Wątpliwości co do planu nie ma także Steven Pifer, były ambasador USA w Ukrainie i wieloletni dyplomata zajmujący się Europą Wschodnią, który brał udział w negocjacjach memorandum budapesztańskiego, w którym Ukraina zobowiązała się oddać Rosji broń jądrową w zamian za gwarancje bezpieczeństwa ze strony Rosji, USA i Wielkiej Brytanii.

Zegar już tyka. Czy USA otworzy parasol nuklearny nad Europą?

W rozmowie z Wirtualną Polską amerykański dyplomata podkreśla, że Witkoff i Dmitriew przygotowali plan, który "mocno przechylał się w stronę rosyjskich żądań".

- Witkoff wydaje się przyjmować rosyjskie twierdzenia bez większej refleksji. Sam dokument w wielu punktach był nie do zaakceptowania przez Kijów - komentuje dla WP były ambasador USA.

Plan pokojowy i kuszenie kontraktami

Spekulacje dotyczące planu pokojowego podsyciła publikacja Bloomberga. Agencja dotarła do stengramów rozmów Witkoffa z Dmitriewem. Agencja zdobyła też zapis rozmowy Dmitriewa z doradcą przywódcy Rosji Jurijem Uszakowem. Publikacja ukazała kulisty powstania planu i faktyczną rolę Kremla przy jego powstaniu.

Oliwy do ognia dolał też dziennik "The Wall Street Journal". Gazeta ujawniła, że za rozmowami pokojowymi negocjatorów Trumpa z Rosją kryją się nadzieje na otwarcie rosyjskiej gospodarki dla amerykańskich inwestorów. Według dziennika, kuszenie intratnymi interesami jest świadomą strategią Kremla.

Zdaniem krytyków, plan nie tylko oddawał Rosji przewagę geopolityczną, ale mógł otworzyć drogę do stworzenia systemu powiązań gospodarczych, z których część osób związanych z amerykańską administracją mogłaby czerpać korzyści.

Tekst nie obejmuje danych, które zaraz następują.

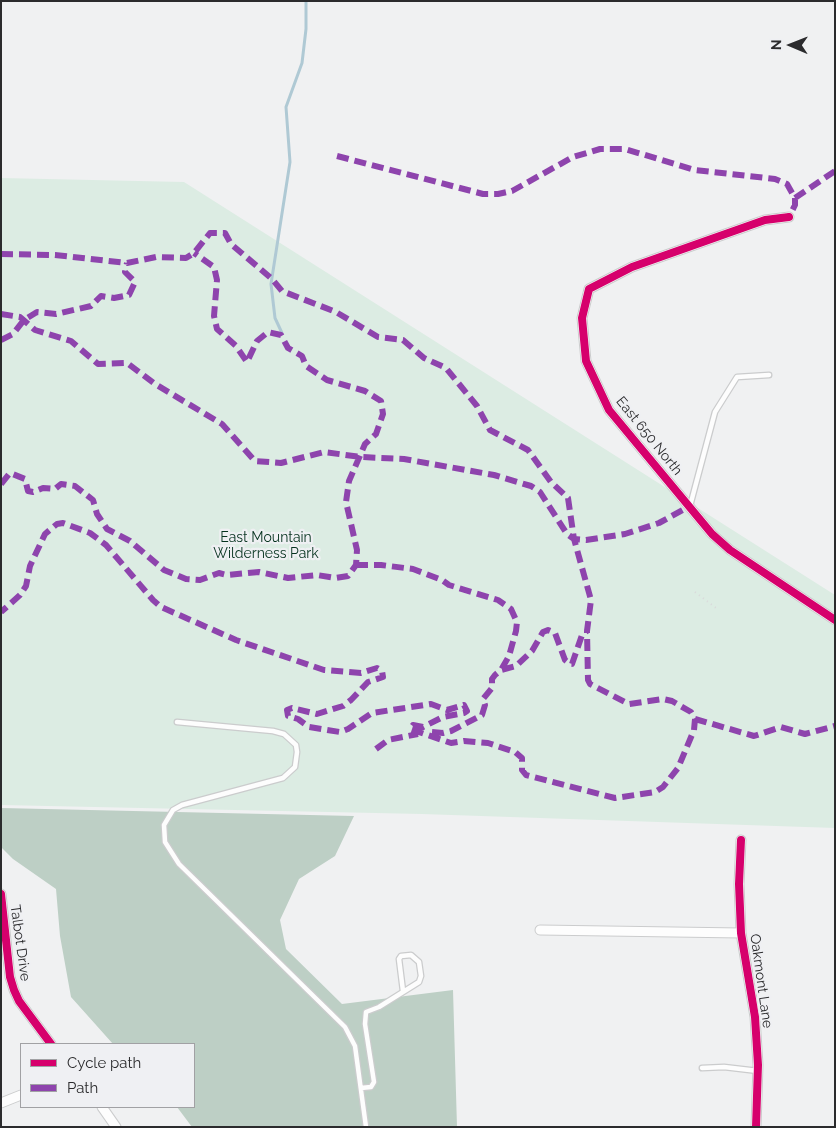 <!DOCTYPE html>
<style>
body{margin:0}
#map{position:relative;width:836px;height:1128px;overflow:hidden;background:#f0f1f2;font-family:Raleway,sans-serif}
canvas{display:block}
.frame{position:absolute;inset:0;border:2px solid #2b2b2d;pointer-events:none}
.legend{position:absolute;left:20px;top:1043px;width:175px;height:65px;box-sizing:border-box;background:#eff0f3;border:1px solid #a1a1a4;margin:0;padding:6px 9px;list-style:none;font-size:15px;color:#2b2b2d}
.legend li{display:flex;align-items:center;gap:10px;height:25px}
.legend b{width:25px;border:1px solid #a1a1a4}
.north{position:absolute;left:766px;top:20px;width:50px;height:50px;-webkit-text-stroke:4px #eff0f3;paint-order:stroke;rotate:271deg;font-size:14px;font-weight:700;line-height:20px;text-align:center;color:#2b2b2d}
.north::after{content:'';display:block;margin:auto;width:18px;height:22px;background:#2b2b2d;clip-path:polygon(50% 0,100% 100%,50% 72%,0 100%)}
</style>
<div id="map">
<canvas width="836" height="1128"></canvas>
<div class="frame"></div>
<ul class="legend">
<li><b style="height:6px;background:#d6006c"></b>Cycle path</li>
<li><b style="height:6px;background:#8e44ad"></b>Path</li>
</ul>
<div class="north">N</div>
</div>
<script>
const c = document.querySelector('canvas').getContext('2d');
c.lineJoin = 'round';
function fillPath(path, color) { c.fillStyle = color; c.fill(path, 'evenodd'); }
const toPath = rows => new Path2D(rows.map(r => 'M' + r).join(''));
function stroke(path, color, width, dash) { c.strokeStyle = color; c.lineWidth = width; c.lineCap = dash ? 'butt' : 'round'; c.setLineDash(dash || []); c.stroke(path); }
function label(font, color, halo, rows, align = 'center') {
  c.font = font + ' Raleway,sans-serif'; c.lineWidth = 4.5; c.setLineDash([]); c.textBaseline = 'middle'; c.strokeStyle = halo; c.fillStyle = color; for (const [text, x, y, turn = 0] of rows) {
    c.save(); c.translate(x, y); c.rotate((+turn || 0) * Math.PI / 180); c.textAlign = isNaN(turn) ? turn : align; if (halo) c.strokeText(text, 0, 0); c.fillText(text, 0, 0); c.restore();
  }
}
const green = toPath([
 [1,178,184,182,835,595,835,828,422,814,1,805]
]);
const forest = toPath([
 [1,808,354,816,335,856,299,879,280,920,286,949,342,1004,453,990,457,1127,192,1127,177,1107,194,1107,194,1044,113,1044,71,997,60,936,56,889,13,859,1,847]
]);
const stream = toPath([
 [282,333,275,318,271,284,290,162,286,107,302,63,306,29,306,1]
]);
const path = toPath([
 [695,592,716,608]
]);
const service = toPath([
 [690,506,715,412,737,377,769,375],
 [177,722,273,731,284,734,296,745,297,752,295,767,283,778,182,805,173,810,164,825,165,842,179,864,345,1027,355,1046,366,1127],
 [702,1068,724,1067,758,1071],
 [361,1088,371,1087,374,1082,365,1024,366,1012,379,1007,419,982,421,976,419,962,411,955,401,956,399,959,403,991]
]);
const minor = toPath([
 [789,217,765,220,632,267,589,289,582,318,586,361,609,410,712,534,730,550,835,620],
 [741,840,739,884,741,933,755,1017,758,1065,756,1127],
 [1,894,10,977,14,990,19,1001,51,1044],
 [540,930,741,933],
 [1,1103,21,1095],
 [102,1107,116,1127]
]);
const quiet = toPath([
 [337,156,483,194,498,194,512,191,573,157,600,149,625,149,695,170,775,179,787,184,795,198,795,205,789,217],
 [795,198,835,171],
 [1,254,55,255,127,263,156,257,186,258,194,253,210,233,225,233,231,244,272,279,282,291,336,312,378,337,403,340,424,358,446,368,477,406,490,430,528,450,551,482,568,498,574,539,591,600,587,631,588,680,590,684,629,704,663,699,672,701,691,712,695,719,694,730,678,768,663,787,655,792,615,798,526,775,522,770,522,758,515,752,488,743,464,741,451,743,410,729,413,725,423,727,443,717,464,713,467,711,464,705,447,710,431,704,372,713,348,729,340,732,309,727,298,719,288,716,287,710,292,708,317,714,343,706,351,700,368,682,383,677,382,671,377,668,361,673,324,670,236,640,161,607,153,600,106,545,90,533,63,523,57,524,45,534,30,566,26,586,20,595,1,612],
 [1,314,20,317,35,330,71,341,98,364,127,363,155,384,222,424,255,461,281,463,324,452,361,457,404,459,494,475,531,486,540,492,567,534,574,539,586,540,625,534,659,523,690,506],
 [1,340,13,334,24,320,37,312,56,314,91,306,101,296,114,298,129,295,135,282,125,272,127,263],
 [1,484,10,473,25,479,28,491,33,492,43,488,55,489,61,484,75,486,93,500,97,514,107,529,130,541,164,570,186,579,200,580,219,573,227,575,259,572,288,578,317,575,335,578,348,576,351,572,356,565,357,550,346,502,349,481,365,444,376,434,383,414,381,401,365,391,327,380,306,366,302,356,288,348,281,335,268,332,257,341,247,362,236,346,217,329,214,316,217,280,214,267,194,253],
 [356,565,381,565,413,569,442,580,449,585,498,600,511,609,517,622,516,631,509,656,501,670],
 [695,719,754,736,781,727,805,734,835,726],
 [432,732,443,733,451,731,482,715,485,705,483,699,492,688,492,679,495,675,501,670,516,666,532,651,543,632,548,630,555,633,565,660,570,664,572,664,582,635,587,631],
 [376,749,388,740,418,734]
]);
const cycleway = toPath([
 [789,217,765,220,632,267,589,289,582,318,586,361,609,410,712,534,730,550,835,620],
 [741,840,739,884,741,933,755,1017,758,1065,756,1127],
 [1,894,10,977,14,990,19,1001,51,1044]
]);
const streetNames = [
 ["East 650 North",649,436,51],
 ["Talbot Drive",20,943,82],
 ["Oakmont Lane",761,981,82]
];
const parkNames = [
 ["East Mountain",266,538],
 ["Wilderness Park",266,554]
];
fillPath(green, '#dcece3');
fillPath(forest, '#bdcfc5');
stroke(stream, '#afc9d4', 3);
stroke(service, '#cbcccd', 7);
stroke(minor, '#cbcccd', 11);
stroke(path, '#d9d9da', 2, [1, 4]);
stroke(service, '#fdfdfd', 4.5);
stroke(minor, '#fdfdfd', 9);
stroke(quiet, '#8e44ad', 6, [12, 6]);
stroke(cycleway, '#d6006c', 8);
label('14px', '#2b2b2d', '#eff0f3', streetNames);
label('14px', '#05321e', '#eff0f3', parkNames);
</script>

Według naszego rozmówcy, choć prezydent USA wezwał do szybkiego porozumienia ze strony Ukrainy, nie ma jasności, czy znał wszystkie 28 punktów planu. Nie wiadomo też, czy rozumiał, że dokument nie miał praktycznie żadnych szans na akceptację w Kijowie. Dopiero podczas negocjacji 23 listopada - już z udziałem sekretarza stanu USA Marco Rubio - z dokumentu usunięto najbardziej kontrowersyjne zapisy.

Zdaniem Pifera, Trump "od dawna pragnie poprawy stosunków z Rosją i to pomimo tego, że Kreml nie wykonał żadnego kroku w stronę kompromisu w wojnie z Ukrainą i nie zaoferował Stanom Zjednoczonym niczego szczególnie interesującego".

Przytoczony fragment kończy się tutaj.